2. Tim Tebow—The expectations-defying Denver Broncos quarterback and comeback artist will be benched no later than Week 4.
3. Election—President Obama will narrowly defeat former Massachusetts Gov. Mitt Romney. The GOP will gain control of the Senate and retain control of the House. (Corollary prediction: Washington pundits and the public will continue to whine about gridlock.) Rep. Ron Paul will not mount a third-party candidacy, largely out of deference to his son's political aspirations.
4. Supreme Court—With the White House safely in Democratic hands, Justice Ruth Bader Ginsburg will announce her retirement. In turn, President Obama will finally nominate a male—D.C. Circuit Judge Merrick Garland.
5. National League East—Despite an innings limit of roughly 170, Washington Nationals ace Stephen Strasburg will win at least 16 games. The Nationals will win 86 games overall, edging the upstart Miami Marlins for second place. Despite an aging, periodically punchless offense, the Phillies will win their sixth consecutive division title on the shoulders of pitchers Roy Halladay, Cliff Lee, and Cole Hamels.

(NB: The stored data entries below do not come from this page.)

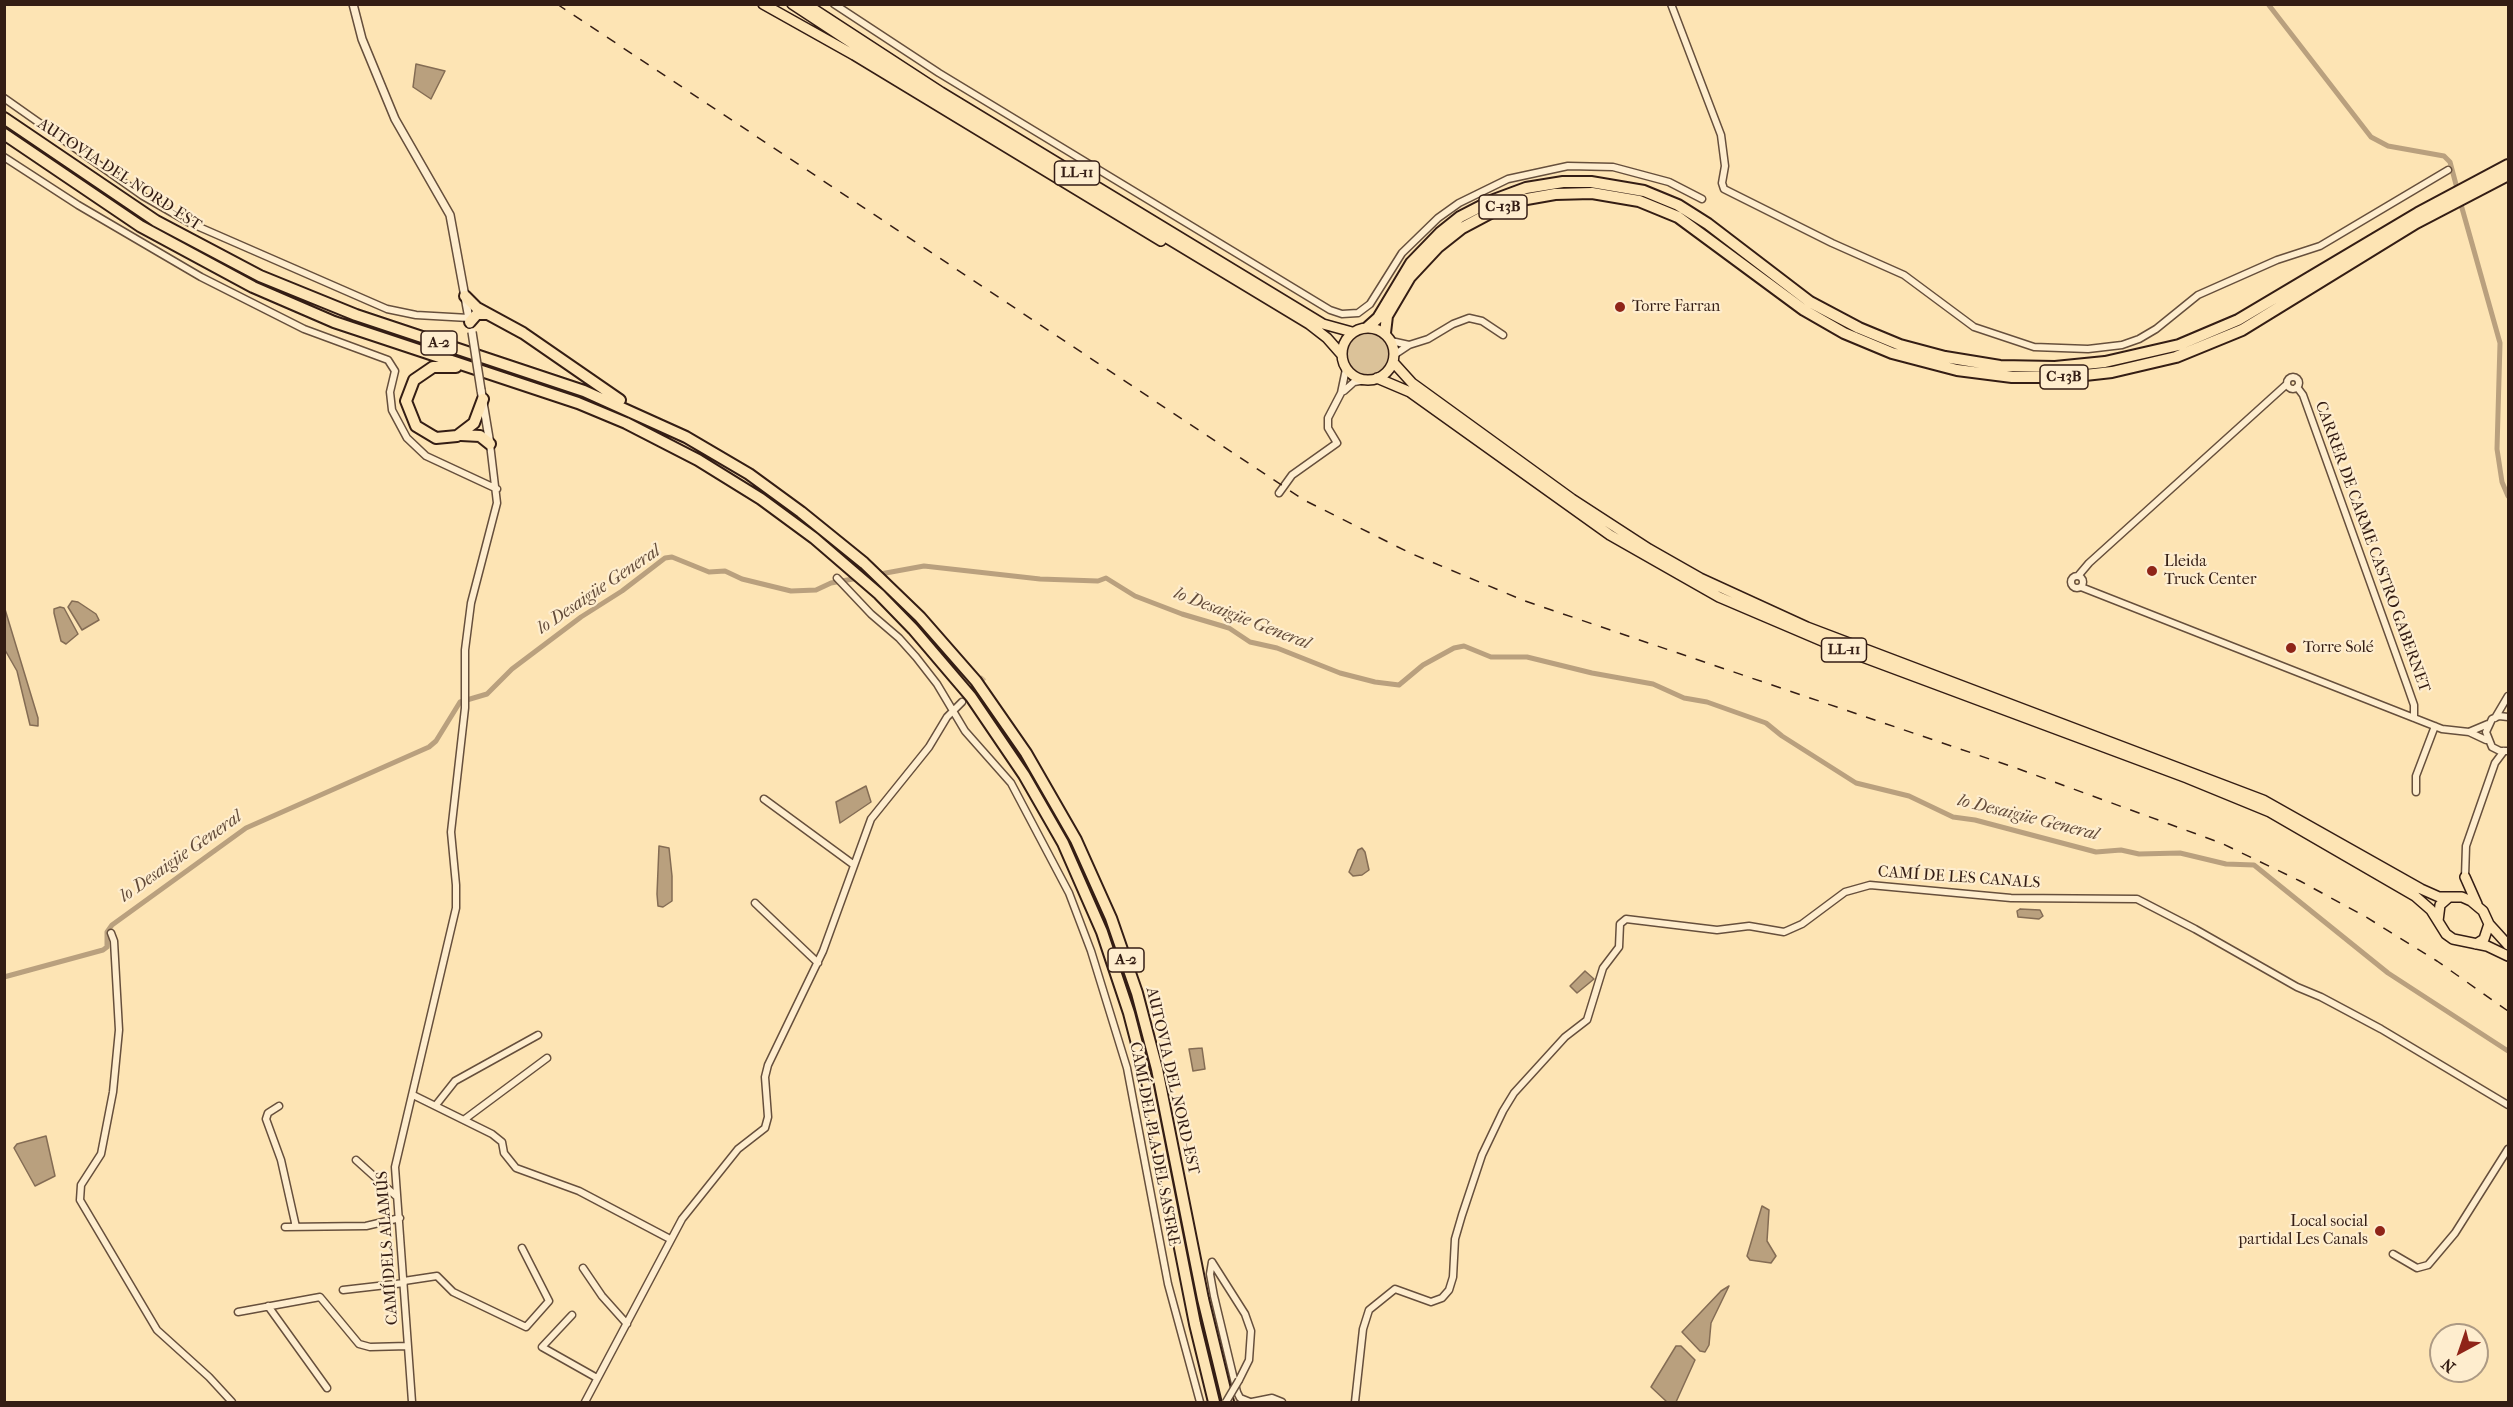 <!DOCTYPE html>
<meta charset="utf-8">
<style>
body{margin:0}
#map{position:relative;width:2513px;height:1407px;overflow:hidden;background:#fde4b4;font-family:"IM FELL French Canon",serif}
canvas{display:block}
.frame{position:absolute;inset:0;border:6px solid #341d14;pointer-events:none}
.north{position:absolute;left:2429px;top:1323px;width:60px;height:60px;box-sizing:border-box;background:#feedce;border:2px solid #ad9a84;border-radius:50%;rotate:220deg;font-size:16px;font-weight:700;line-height:24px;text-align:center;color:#341d14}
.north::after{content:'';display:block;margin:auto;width:21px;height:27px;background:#8f2418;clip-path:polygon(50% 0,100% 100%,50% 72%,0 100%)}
</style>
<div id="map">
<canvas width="2513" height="1407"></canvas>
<div class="frame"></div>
<div class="north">N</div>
</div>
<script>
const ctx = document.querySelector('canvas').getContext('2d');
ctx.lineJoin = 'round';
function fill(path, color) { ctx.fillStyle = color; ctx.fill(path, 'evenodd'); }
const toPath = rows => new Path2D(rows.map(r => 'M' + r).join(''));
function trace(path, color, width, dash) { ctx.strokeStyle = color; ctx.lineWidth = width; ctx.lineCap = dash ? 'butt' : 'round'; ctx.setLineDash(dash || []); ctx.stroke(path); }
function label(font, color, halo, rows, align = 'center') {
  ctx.font = font + ' "IM FELL French Canon",serif'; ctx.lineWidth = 4.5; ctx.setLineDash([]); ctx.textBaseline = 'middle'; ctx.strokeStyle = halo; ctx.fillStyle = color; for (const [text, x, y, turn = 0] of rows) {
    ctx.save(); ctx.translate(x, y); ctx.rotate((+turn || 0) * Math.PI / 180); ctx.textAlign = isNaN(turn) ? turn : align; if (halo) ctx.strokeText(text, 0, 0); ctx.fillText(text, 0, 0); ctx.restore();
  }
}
fill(toPath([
 '1346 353a22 22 0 1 1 44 0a22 22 0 1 1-44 0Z'
]), '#dbc299');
const water = toPath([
 [416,64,445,71,431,99,413,87,416,64],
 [72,601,78,602,96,614,99,620,82,630,68,607,72,601],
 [4,606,38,718,38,726,30,725,17,671,5,650,4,606],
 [60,607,64,608,78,634,66,644,61,641,54,613,54,609,60,607],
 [866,786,871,802,840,823,836,802,866,786],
 [659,846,669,848,672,876,672,901,663,907,658,906,657,894,659,846],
 [1362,848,1365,852,1369,870,1362,875,1353,876,1349,872,1358,850,1362,848],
 [2020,909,2040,910,2043,916,2039,919,2018,917,2017,911,2020,909],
 [1585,971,1594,979,1577,993,1570,986,1585,971],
 [1202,1048,1205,1069,1193,1071,1189,1049,1202,1048],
 [46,1136,55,1176,35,1186,14,1148,17,1144,46,1136],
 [1762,1206,1769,1210,1767,1241,1776,1256,1771,1263,1750,1260,1747,1256,1762,1206],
 [1729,1286,1711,1323,1709,1345,1705,1352,1700,1351,1682,1332,1721,1291,1729,1286],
 [1676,1346,1681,1346,1695,1360,1676,1402,1667,1402,1651,1387,1676,1346]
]);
fill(water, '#b9a07e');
trace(water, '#846c54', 1.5);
trace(toPath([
 [2268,4,2371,137,2388,146,2444,156,2450,162,2458,192],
 [2460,201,2500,343,2497,449,2502,482,2508,496],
 [4,977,103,950,107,947,107,932,112,925,246,828,429,747,436,741,460,702,487,694,512,669,581,617,622,591,665,558,672,557,709,572,725,571,742,579,791,591,816,590,831,583,924,566,1040,579,1098,581,1106,578,1135,596,1182,614,1229,628,1250,642,1277,648,1340,673,1375,682,1399,685,1423,665,1454,648,1464,646,1491,657,1527,657,1592,673,1653,684,1684,698,1707,702,1766,723,1782,736,1856,783,1909,796,1953,817,1975,820,2096,852,2121,850,2139,854,2180,853,2226,864,2254,865,2388,973,2508,1051]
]), '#b9a07e', 5);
trace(toPath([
 [962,702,985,676]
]), '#d5bc94', 6, [6, 3]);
const minor = toPath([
 [834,4,939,73,1330,310,1342,314,1358,313,1370,304,1402,253,1438,218,1459,203,1508,179,1568,166,1613,167,1669,182,1702,199],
 [1671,4,1721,135,1725,166,1722,183,1724,189,1832,243,1904,275,1974,327,2034,347,2088,349,2122,345,2139,339,2156,329,2198,295,2277,260,2320,246,2448,170],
 [4,98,143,196,190,223,387,309,416,315,469,318],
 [4,157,78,205,201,277,304,329,388,360,395,371,390,392,392,410,407,438,426,456,497,489],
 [1391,341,1409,345],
 [1394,355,1409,345,1428,339,1453,324,1469,318,1482,321,1503,335],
 '2287 383a6 6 0 1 1 12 0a6 6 0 1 1-12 0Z',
 [2297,387,2303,395,2407,685,2414,705,2414,718],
 [1344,391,1354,382,1367,380],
 [1279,493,1292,475,1337,443,1328,428,1328,418,1341,393,1346,369],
 '2071 582a6 6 0 1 1 12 0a6 6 0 1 1-12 0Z',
 [2078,576,2089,563,2287,384],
 [837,578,871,614,899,638,916,657,937,684,965,731,1011,783,1069,893,1091,951,1127,1068,1168,1284,1200,1402],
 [2081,587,2442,729,2469,732,2486,740],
 [2508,717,2499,716,2492,719,2486,732,2492,747,2500,751,2508,751],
 [2495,718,2508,696],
 [2469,732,2488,724],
 [2416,792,2416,776,2435,726],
 [764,799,854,865],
 [2465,877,2466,846,2495,763,2504,751],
 [755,903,818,963],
 [111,933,114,941,119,1030,113,1092,101,1154,81,1185,80,1200,157,1330,209,1377,232,1402],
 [413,1095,492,1134,502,1142,504,1153,516,1168,579,1191,670,1239],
 [436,1105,455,1081,538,1035],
 [279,1106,268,1113,266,1119,281,1160,296,1227],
 [465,1119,547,1058],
 [356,1160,397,1197],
 [285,1227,366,1226,400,1218],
 [2393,1254,2417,1268,2428,1265,2455,1233,2508,1149],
 [1212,1262,1210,1274,1214,1296,1237,1392,1240,1398,1250,1402],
 [1212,1262,1245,1314,1251,1331,1249,1360,1239,1380],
 [583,1268,602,1296,627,1324],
 [404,1281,437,1276,453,1292,526,1327,549,1301,522,1248],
 [343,1290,404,1283],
 [268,1306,327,1388],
 [238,1312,320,1297,359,1344,370,1347,408,1346],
 [572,1315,542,1347,597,1378],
 [412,1402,395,1167,456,908,456,885,451,832,465,708,465,650,471,603,497,503,490,444],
 [585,1402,682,1219,738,1149,765,1128,768,1117,765,1077,768,1065,823,951,871,819,929,747,947,717,962,702],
 [1252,1402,1272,1398,1282,1402],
 [1355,1402,1363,1329,1369,1310,1395,1289,1431,1302,1442,1298,1449,1290,1453,1277,1455,1239,1462,1215,1482,1155,1503,1111,1514,1093,1565,1037,1587,1020,1603,968,1619,947,1620,924,1626,919,1717,930,1749,926,1784,932,1802,924,1845,892,1870,885,2011,898,2137,899,2195,929,2297,987,2321,997,2381,1029,2508,1105]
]);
const tertiary = toPath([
 [353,4,362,39,395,119,450,215,470,324],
 [481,390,490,444]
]);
const trunk = toPath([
 [763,4,854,55,1161,241],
 [792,4,938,100,1309,324,1327,338,1342,355],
 [806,4,941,92,1323,324,1352,332],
 '1342 354a26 26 0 1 1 52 0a26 26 0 1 1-52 0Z',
 [1393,362,1412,383,1572,499,1649,549,1700,578,1807,627,2263,800,2421,889,2439,897,2462,897,2471,901,2483,911,2489,924,2508,945],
 [1377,378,1410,392,1610,535,1719,597,1841,649,2187,778,2270,812,2415,896,2431,910,2446,934,2453,939,2487,946,2508,956],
 [2465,877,2477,904],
 [2438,921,2440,905,2448,898],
 [2476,944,2484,939,2489,924]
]);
const motorway = toPath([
 [4,118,156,221,260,276,356,315,584,391,686,437,749,474,801,512,864,563,920,617,976,681,1026,753,1076,840,1111,918,1137,993,1157,1069,1203,1299,1228,1402],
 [4,134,140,226,253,287,334,322,578,403,626,423,698,460,761,499,814,538,879,594,913,629,971,697,1024,775,1063,843,1102,932,1129,1013,1148,1086,1195,1324,1214,1402],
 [465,296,477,308,523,333,620,400],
 [470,322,477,314,488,314],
 [1368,327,1378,318,1411,263,1440,233,1460,217,1491,201,1526,188,1563,182,1591,182,1644,191,1678,205,1708,224,1810,302,1859,328,1900,345,1945,357,2000,366,2055,367,2105,362,2179,345,2238,320,2418,213,2508,165],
 [1385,333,1387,316,1410,277,1438,247,1462,228,1494,211,1521,200,1555,194,1592,193,1639,201,1678,217,1804,310,1844,333,1892,353,1957,370,2012,377,2067,377,2112,372,2176,357,2242,330,2416,223,2508,175],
 [456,367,433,367,414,380,406,401,416,426,436,438,457,436,474,423,483,399],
 [461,435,480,436,490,444]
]);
trace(minor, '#664f3c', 9);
trace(tertiary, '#664f3c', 10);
trace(trunk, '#341d14', 12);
trace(motorway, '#341d14', 14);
trace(minor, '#feedce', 6);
trace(tertiary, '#feedce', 7);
trace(trunk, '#fde4b4', 9);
trace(motorway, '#fde4b4', 10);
trace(toPath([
 [557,4,1304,500,1410,553,1525,601,2016,768,2221,843,2300,881,2366,917,2437,961,2508,1011]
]), '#341d14', 1.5, [10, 10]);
const minorBridge = toPath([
 [1226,1402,1239,1380]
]);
const tertiaryBridge = toPath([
 [472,332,481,390]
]);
trace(minorBridge, '#664f3c', 9, []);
trace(tertiaryBridge, '#664f3c', 10, []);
trace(minorBridge, '#feedce', 6);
trace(tertiaryBridge, '#feedce', 7);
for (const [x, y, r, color] of [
 [1620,307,6,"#8f2418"],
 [2152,571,6,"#8f2418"],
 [2291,648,6,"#8f2418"],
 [2380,1231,6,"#8f2418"]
]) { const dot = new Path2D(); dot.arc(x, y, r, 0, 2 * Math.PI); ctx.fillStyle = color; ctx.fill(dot); trace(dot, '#feedce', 2); }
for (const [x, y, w] of [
 [1077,173,45],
 [1503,207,48],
 [439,343,36],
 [2064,377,48],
 [1844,650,45],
 [1126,960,36]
]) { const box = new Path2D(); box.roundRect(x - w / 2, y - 12, w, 24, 4.5); ctx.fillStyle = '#feedce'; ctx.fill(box); trace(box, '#341d14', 1.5); }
label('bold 15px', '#341d14', null, [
 ["LL-11",1077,173],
 ["C-13B",1503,207],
 ["A-2",439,343],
 ["C-13B",2064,377],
 ["LL-11",1844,650],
 ["A-2",1126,960]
]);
label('16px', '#341d14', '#feedce', [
 ["AUTOVIA DEL NORD-EST",119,175,33],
 ["CARRER DE CARME CASTRO GABERNET",2372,547,70],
 ["CAMÍ DE LES CANALS",1959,878,4],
 ["AUTOVIA DEL NORD-EST",1172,1081,77],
 ["CAMÍ DEL PLA DEL SASTRE",1154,1144,79],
 ["CAMÍ DELS ALAMÚS",388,1248,-94]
]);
label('16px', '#341d14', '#feedce', [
 ["Torre Farran",1632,307],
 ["Lleida",2164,562],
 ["Truck Center",2164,580],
 ["Torre Solé",2303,648],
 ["Local social",2368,1222,"right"],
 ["partidal Les Canals",2368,1240,"right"]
], 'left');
label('italic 18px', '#634b39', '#feedce', [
 ["lo Desaigüe General",599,590,-34],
 ["lo Desaigüe General",1242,619,21],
 ["lo Desaigüe General",2028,818,14],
 ["lo Desaigüe General",181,857,-35]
]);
</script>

6. Hollywood box-office—Christopher Nolan's The Dark Knight Rises will be the highest-grossing film of 2012, with $525 million in domestic receipts. But overall movie attendance will remain in a funk.
7. Glenn Beck—The former Fox News Channel paranoiac's ratings will continue to decline on radio (along with the price of gold), and by 2013, people will be wondering why anyone ever paid attention to him at all.
8. Housing market—2011 will be seen as the year that the U.S. housing market finally hit bottom. A rebound is in the offing.
9. Middle East—Iran will not announce it has successfully developed a nuclear weapon. Syrian dictator Bashar Assad will be toppled by a popular uprising.
10. Rolling Stones—The greatest rock band ever will mount a 50th-anniversary tour of North America. (A promise, not a prediction: I will be there.)
Thanks for reading, and Happy New Year!